:: Try it ::
Your answer is a number only: how many lines in the data below contain "overflow"?

:: Information given ::
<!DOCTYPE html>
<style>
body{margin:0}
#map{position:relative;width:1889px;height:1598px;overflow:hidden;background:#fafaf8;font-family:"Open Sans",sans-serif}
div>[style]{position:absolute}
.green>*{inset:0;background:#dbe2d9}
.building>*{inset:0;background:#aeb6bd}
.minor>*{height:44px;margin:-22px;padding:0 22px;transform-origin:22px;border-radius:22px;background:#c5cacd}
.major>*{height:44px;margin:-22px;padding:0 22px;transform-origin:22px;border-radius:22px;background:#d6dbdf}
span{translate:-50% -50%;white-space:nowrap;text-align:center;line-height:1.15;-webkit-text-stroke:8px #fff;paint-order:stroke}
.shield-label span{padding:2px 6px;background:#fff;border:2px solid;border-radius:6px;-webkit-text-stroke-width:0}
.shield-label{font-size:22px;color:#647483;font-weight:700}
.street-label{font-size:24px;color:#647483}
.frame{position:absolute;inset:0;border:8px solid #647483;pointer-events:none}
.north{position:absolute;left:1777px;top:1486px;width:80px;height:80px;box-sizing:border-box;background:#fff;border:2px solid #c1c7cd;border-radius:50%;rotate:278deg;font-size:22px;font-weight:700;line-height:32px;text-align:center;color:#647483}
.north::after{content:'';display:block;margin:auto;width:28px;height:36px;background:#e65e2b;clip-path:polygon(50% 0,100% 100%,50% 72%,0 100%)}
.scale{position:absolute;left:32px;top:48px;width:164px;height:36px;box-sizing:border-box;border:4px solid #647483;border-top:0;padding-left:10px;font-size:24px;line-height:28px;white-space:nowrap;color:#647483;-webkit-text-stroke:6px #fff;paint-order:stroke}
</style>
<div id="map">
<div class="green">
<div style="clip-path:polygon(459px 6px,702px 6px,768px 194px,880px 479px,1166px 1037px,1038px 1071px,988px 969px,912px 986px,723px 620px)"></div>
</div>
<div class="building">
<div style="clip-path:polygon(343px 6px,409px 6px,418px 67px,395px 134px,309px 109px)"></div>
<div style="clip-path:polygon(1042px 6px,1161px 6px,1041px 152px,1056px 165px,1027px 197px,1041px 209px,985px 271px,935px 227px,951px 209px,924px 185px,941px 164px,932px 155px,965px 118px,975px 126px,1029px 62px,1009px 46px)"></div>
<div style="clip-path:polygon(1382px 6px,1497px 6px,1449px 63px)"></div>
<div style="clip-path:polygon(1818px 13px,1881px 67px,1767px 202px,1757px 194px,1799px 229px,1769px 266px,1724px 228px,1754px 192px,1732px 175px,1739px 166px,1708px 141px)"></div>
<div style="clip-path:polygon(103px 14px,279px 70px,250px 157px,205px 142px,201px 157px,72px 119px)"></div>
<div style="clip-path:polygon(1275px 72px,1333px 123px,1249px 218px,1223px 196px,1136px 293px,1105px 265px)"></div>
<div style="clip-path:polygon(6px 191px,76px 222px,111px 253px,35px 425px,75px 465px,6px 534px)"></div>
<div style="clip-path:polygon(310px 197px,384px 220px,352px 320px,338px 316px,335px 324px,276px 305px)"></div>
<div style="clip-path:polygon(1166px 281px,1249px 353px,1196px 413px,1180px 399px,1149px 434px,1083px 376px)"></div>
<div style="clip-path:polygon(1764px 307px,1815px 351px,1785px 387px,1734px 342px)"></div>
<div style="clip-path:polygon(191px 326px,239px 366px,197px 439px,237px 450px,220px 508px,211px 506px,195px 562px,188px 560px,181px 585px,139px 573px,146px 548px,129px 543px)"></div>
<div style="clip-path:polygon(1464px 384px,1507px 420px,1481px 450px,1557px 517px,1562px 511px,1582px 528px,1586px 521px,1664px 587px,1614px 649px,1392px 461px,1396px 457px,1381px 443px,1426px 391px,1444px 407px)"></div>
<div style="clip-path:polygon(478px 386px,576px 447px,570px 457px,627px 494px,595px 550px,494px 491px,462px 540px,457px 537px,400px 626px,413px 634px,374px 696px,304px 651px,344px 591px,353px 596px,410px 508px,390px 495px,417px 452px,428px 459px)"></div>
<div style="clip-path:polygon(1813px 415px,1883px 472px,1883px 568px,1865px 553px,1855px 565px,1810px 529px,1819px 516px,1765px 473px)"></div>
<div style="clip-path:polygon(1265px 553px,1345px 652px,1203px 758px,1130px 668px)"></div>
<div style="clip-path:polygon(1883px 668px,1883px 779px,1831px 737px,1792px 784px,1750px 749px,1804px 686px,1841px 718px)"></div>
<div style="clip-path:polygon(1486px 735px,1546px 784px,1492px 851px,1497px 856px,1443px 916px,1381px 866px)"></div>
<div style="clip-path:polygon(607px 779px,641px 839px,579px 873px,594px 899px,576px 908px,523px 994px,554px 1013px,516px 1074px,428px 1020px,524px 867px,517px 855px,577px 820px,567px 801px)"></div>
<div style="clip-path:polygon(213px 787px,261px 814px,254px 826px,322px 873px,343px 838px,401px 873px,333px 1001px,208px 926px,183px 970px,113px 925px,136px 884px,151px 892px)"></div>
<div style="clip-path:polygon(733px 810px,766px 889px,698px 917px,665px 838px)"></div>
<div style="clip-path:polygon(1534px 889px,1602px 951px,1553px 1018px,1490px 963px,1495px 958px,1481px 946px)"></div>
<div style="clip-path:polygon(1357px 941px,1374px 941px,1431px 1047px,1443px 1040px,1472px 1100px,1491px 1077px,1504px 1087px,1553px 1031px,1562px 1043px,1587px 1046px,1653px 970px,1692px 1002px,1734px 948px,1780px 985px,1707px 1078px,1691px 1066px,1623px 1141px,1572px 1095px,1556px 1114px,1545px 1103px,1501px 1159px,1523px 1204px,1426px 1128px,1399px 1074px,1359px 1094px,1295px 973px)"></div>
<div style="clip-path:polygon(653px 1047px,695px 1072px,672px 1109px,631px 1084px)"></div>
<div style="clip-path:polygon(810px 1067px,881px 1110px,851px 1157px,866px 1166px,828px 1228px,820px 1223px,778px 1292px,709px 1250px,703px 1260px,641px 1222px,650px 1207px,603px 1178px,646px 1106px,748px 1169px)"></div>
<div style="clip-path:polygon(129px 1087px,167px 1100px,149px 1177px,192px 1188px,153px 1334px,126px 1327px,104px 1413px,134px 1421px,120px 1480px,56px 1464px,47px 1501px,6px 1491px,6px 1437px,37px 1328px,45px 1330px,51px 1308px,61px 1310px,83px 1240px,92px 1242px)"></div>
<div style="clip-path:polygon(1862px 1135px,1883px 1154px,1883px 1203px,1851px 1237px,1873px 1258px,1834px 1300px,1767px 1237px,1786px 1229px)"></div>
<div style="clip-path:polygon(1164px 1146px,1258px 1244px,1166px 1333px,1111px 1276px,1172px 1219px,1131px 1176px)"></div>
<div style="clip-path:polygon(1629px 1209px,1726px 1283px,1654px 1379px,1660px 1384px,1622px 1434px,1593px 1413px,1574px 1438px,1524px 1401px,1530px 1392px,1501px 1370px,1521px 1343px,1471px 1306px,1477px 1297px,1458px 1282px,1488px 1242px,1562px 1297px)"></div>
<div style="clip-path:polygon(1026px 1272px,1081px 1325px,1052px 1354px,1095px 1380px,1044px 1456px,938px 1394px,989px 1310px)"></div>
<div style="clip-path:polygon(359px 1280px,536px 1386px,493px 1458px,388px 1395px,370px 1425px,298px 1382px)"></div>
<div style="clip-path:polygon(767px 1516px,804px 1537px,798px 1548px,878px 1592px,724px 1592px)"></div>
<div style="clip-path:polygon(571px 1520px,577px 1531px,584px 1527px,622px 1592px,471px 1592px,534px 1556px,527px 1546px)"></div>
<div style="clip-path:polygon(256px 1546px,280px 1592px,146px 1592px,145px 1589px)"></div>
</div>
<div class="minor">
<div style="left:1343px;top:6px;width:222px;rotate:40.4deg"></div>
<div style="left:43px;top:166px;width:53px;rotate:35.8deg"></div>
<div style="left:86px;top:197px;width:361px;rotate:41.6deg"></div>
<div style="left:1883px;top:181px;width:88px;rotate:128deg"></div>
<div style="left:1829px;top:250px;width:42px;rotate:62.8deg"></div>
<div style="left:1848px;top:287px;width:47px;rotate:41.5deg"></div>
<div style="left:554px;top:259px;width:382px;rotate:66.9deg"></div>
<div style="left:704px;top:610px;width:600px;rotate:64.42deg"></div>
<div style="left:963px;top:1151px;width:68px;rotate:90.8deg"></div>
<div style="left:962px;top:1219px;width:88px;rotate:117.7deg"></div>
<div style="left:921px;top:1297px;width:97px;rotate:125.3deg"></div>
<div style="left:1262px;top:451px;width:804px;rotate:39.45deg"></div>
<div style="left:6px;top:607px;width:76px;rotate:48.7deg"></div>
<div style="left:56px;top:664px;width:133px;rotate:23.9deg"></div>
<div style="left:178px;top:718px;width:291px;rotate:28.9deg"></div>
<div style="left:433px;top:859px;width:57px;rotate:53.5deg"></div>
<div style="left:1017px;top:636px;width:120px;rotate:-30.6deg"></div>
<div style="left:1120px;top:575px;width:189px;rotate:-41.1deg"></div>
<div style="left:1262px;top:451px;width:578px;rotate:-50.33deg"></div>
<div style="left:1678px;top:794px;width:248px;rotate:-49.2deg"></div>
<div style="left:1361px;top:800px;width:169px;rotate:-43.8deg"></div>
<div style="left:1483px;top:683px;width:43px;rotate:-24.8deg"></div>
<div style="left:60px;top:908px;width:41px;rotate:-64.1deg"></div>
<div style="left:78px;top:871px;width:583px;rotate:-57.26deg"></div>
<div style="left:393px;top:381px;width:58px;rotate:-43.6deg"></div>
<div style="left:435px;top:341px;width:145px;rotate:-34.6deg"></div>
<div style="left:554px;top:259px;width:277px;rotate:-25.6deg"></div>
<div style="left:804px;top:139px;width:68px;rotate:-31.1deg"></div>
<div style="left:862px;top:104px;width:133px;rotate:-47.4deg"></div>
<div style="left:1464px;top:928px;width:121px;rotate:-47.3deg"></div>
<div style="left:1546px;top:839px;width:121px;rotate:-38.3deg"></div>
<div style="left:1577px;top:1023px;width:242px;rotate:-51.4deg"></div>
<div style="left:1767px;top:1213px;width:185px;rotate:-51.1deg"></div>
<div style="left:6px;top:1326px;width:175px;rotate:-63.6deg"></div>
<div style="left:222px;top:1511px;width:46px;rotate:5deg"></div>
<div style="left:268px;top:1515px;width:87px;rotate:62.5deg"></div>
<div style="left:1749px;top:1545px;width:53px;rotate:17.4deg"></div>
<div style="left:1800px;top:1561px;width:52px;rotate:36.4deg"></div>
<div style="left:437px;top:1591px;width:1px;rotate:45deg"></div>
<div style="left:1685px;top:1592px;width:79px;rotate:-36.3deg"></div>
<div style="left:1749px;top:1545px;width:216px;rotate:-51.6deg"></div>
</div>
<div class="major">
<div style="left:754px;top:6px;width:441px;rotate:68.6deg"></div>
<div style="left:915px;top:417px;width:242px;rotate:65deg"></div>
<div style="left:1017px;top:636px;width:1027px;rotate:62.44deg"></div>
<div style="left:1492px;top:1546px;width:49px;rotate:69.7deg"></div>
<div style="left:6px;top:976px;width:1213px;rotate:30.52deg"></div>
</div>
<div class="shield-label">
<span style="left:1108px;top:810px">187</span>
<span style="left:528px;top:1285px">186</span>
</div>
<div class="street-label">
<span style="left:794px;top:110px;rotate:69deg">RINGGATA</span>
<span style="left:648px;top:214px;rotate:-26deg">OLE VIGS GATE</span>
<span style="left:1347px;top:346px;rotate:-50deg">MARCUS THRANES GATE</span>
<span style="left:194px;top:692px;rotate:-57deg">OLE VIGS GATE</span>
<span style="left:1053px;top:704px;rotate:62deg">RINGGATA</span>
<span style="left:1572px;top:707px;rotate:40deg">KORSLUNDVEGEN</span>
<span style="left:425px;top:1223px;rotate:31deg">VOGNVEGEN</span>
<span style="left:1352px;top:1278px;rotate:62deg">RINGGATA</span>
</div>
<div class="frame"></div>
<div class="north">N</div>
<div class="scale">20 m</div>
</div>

* * *

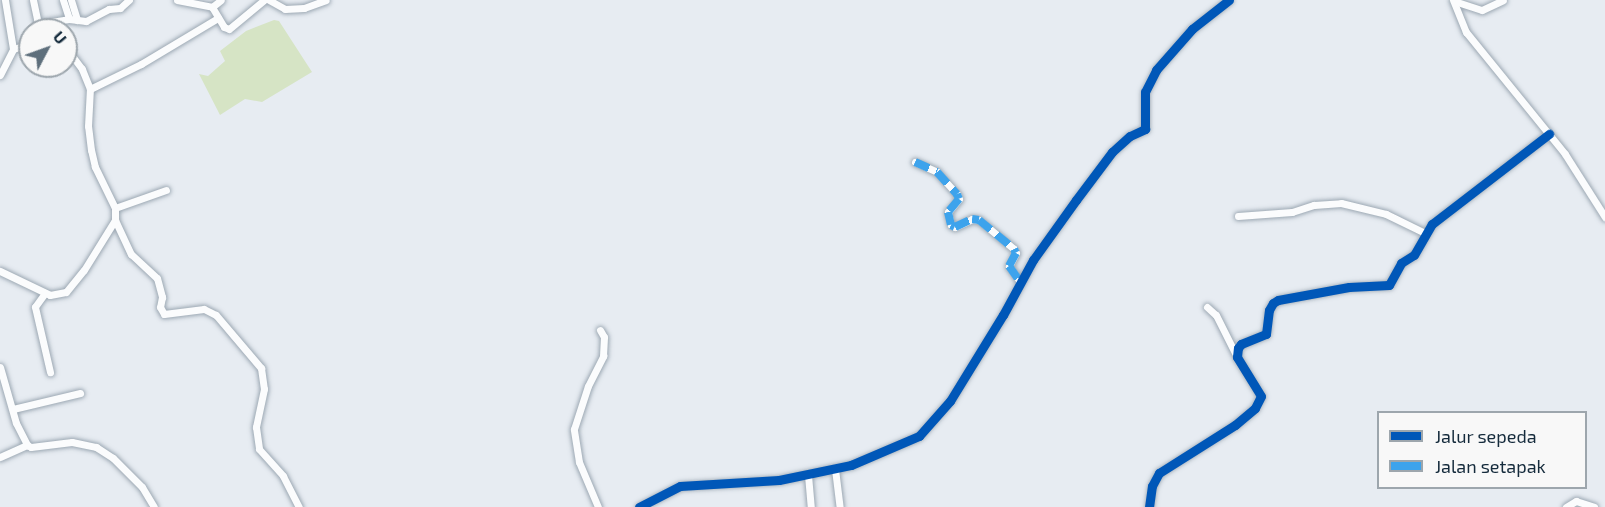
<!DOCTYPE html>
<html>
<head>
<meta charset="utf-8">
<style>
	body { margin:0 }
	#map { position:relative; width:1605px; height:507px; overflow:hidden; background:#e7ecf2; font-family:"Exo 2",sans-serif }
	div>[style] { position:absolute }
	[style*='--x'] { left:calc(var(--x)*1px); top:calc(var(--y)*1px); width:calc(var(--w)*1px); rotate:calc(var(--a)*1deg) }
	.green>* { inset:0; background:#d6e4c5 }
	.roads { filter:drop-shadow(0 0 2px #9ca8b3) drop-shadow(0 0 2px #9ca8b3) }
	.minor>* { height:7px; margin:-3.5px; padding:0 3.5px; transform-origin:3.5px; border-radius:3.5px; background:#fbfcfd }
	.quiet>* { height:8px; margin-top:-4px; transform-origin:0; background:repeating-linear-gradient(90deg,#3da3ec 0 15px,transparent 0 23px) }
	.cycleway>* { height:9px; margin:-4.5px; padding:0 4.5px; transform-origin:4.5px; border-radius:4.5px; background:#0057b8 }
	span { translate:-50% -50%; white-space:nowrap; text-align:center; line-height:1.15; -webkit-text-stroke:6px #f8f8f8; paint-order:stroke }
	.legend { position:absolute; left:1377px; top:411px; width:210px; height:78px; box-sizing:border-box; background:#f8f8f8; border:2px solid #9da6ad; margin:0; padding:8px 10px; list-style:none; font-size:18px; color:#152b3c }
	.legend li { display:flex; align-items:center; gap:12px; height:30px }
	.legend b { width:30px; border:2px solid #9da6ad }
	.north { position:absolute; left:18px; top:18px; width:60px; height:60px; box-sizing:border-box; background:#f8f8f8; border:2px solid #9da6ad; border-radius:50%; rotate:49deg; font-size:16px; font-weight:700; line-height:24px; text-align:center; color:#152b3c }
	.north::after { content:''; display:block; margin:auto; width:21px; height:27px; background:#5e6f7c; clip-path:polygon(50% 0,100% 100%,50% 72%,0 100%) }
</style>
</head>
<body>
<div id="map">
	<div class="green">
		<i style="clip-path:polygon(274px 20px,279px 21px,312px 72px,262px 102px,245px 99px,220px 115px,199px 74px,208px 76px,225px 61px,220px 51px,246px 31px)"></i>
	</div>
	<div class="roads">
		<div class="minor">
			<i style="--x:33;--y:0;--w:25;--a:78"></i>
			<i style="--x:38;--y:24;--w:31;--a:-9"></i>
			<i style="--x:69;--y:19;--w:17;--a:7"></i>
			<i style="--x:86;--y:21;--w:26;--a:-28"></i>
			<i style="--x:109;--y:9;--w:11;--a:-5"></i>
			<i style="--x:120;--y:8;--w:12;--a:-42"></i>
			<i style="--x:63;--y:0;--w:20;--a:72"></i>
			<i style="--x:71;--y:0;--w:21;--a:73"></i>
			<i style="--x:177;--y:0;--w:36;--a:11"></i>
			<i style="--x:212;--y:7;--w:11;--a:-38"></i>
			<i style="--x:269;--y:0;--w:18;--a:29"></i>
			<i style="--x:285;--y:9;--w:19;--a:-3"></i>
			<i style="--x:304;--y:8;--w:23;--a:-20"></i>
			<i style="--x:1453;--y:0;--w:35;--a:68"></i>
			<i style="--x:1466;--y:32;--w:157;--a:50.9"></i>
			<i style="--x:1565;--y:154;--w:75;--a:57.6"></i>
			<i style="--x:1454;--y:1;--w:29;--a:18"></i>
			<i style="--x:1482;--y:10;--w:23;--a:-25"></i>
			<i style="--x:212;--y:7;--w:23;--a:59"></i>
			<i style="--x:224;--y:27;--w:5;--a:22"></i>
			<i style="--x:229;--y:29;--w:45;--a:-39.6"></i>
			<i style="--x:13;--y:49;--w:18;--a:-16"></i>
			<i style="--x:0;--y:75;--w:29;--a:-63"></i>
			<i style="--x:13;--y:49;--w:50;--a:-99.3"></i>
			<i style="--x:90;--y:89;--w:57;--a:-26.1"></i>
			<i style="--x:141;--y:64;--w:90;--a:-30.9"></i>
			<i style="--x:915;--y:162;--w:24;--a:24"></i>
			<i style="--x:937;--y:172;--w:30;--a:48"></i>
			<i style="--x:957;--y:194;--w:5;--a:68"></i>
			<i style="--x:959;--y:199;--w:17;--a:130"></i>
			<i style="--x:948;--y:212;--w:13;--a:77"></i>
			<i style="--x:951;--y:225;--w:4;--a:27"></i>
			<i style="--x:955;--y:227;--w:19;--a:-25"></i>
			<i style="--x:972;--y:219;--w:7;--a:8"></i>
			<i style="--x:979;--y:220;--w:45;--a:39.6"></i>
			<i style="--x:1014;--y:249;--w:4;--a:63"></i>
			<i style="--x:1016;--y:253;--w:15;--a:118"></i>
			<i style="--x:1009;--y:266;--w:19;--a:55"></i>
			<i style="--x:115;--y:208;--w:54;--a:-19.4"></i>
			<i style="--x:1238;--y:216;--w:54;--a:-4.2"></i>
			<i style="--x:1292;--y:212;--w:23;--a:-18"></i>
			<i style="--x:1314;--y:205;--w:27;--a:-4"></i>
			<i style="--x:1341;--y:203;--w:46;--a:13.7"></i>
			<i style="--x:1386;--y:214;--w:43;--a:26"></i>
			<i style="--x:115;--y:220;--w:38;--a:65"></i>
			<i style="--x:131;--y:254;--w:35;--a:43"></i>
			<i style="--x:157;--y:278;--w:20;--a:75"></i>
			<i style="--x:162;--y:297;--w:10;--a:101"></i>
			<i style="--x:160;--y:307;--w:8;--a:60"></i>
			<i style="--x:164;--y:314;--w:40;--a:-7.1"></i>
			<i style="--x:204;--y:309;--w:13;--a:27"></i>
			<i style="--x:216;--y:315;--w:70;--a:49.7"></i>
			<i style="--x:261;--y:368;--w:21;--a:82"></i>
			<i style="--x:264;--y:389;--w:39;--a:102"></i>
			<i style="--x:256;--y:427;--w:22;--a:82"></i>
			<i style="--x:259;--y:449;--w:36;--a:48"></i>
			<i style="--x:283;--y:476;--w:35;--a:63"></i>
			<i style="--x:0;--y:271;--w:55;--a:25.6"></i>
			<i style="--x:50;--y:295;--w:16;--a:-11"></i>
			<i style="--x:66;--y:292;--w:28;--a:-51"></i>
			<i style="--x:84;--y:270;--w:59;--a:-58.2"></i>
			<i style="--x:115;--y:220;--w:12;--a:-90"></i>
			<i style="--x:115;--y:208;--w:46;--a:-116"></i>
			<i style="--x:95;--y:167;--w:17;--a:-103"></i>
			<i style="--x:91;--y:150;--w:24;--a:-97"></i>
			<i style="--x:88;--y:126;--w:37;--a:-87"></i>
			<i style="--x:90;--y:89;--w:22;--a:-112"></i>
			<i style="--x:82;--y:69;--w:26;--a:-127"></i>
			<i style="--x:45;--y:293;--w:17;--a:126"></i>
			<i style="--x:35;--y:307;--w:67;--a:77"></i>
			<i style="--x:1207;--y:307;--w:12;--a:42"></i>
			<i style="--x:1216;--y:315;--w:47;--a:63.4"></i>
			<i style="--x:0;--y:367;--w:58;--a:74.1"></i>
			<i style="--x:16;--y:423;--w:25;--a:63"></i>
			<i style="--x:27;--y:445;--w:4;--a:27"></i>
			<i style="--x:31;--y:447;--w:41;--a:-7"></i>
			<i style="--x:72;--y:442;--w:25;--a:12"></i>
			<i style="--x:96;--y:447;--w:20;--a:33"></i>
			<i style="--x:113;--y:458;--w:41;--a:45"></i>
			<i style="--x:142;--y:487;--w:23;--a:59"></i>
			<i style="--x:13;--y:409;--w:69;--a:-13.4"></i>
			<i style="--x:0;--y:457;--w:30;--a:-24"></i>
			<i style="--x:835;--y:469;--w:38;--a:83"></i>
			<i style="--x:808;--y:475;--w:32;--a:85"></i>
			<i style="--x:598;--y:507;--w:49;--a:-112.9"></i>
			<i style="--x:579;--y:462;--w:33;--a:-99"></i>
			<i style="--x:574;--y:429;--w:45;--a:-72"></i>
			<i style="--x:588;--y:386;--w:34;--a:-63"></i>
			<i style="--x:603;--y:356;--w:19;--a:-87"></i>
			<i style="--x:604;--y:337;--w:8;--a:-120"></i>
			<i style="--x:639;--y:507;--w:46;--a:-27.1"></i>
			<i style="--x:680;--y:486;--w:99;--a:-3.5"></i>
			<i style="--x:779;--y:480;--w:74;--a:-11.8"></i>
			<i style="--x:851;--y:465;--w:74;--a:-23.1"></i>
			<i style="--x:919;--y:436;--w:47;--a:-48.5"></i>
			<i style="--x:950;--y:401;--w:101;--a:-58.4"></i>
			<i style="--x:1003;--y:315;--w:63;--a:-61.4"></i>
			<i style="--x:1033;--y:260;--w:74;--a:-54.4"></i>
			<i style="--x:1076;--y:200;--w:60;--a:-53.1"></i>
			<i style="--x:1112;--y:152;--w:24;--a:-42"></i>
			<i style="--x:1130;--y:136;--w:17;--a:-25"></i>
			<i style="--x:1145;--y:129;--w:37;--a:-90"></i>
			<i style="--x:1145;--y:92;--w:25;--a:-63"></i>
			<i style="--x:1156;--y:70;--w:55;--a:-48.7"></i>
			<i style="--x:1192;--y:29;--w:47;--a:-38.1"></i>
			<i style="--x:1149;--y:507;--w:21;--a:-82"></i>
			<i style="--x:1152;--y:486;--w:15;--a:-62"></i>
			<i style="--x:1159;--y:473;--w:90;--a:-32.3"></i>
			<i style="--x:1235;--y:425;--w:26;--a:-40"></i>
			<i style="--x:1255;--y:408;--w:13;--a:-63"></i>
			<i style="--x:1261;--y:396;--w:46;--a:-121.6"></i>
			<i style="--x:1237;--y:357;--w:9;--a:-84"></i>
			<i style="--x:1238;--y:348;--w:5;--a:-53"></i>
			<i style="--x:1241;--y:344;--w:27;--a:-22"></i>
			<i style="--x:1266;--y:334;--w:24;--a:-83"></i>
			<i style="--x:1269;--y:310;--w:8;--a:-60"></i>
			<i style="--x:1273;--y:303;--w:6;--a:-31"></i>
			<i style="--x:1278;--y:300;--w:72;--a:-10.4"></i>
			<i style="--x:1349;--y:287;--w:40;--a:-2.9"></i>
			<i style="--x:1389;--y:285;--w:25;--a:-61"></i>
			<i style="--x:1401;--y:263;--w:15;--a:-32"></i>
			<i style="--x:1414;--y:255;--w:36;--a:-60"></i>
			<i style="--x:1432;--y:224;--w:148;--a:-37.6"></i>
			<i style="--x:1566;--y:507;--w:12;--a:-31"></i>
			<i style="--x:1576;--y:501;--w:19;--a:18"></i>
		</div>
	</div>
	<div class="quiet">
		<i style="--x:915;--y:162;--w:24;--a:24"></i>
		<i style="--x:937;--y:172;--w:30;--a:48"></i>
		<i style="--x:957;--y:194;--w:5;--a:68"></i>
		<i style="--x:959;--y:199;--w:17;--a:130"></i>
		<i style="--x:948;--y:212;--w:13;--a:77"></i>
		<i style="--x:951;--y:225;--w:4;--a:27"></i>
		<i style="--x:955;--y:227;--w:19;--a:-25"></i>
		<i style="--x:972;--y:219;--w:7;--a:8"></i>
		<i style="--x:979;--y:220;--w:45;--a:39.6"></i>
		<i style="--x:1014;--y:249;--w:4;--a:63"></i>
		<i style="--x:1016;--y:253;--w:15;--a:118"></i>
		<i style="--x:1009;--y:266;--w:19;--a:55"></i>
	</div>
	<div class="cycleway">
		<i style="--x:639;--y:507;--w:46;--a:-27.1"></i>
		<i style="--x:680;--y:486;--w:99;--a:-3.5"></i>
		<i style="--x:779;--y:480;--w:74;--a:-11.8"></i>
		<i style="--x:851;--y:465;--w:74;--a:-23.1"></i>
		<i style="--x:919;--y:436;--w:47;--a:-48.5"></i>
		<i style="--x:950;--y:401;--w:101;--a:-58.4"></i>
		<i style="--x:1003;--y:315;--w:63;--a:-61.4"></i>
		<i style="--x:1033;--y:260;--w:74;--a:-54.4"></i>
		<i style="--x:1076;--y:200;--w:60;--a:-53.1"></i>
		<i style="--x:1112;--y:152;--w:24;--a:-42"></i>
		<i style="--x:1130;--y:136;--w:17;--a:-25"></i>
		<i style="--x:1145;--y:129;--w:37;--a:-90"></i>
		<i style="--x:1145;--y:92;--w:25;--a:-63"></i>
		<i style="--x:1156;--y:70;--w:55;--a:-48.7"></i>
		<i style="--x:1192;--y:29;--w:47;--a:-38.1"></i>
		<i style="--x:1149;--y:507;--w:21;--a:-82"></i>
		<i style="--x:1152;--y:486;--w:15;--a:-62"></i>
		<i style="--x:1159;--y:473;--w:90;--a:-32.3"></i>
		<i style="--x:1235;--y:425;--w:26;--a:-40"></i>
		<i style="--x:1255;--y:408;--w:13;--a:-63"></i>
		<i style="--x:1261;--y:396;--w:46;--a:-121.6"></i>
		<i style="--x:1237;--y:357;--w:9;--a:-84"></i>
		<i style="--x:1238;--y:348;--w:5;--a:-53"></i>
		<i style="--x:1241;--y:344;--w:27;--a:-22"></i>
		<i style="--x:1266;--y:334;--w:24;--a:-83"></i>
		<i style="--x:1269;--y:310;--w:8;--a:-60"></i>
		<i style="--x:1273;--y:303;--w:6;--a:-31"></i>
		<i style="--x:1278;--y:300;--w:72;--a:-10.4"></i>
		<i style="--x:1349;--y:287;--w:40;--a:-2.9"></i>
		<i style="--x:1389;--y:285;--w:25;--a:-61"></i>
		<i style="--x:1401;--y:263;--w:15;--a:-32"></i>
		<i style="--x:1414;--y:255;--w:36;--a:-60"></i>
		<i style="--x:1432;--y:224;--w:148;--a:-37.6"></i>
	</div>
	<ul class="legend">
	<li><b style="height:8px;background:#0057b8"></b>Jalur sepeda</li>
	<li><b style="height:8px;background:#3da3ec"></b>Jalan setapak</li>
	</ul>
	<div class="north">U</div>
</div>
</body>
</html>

:: Output below ::
2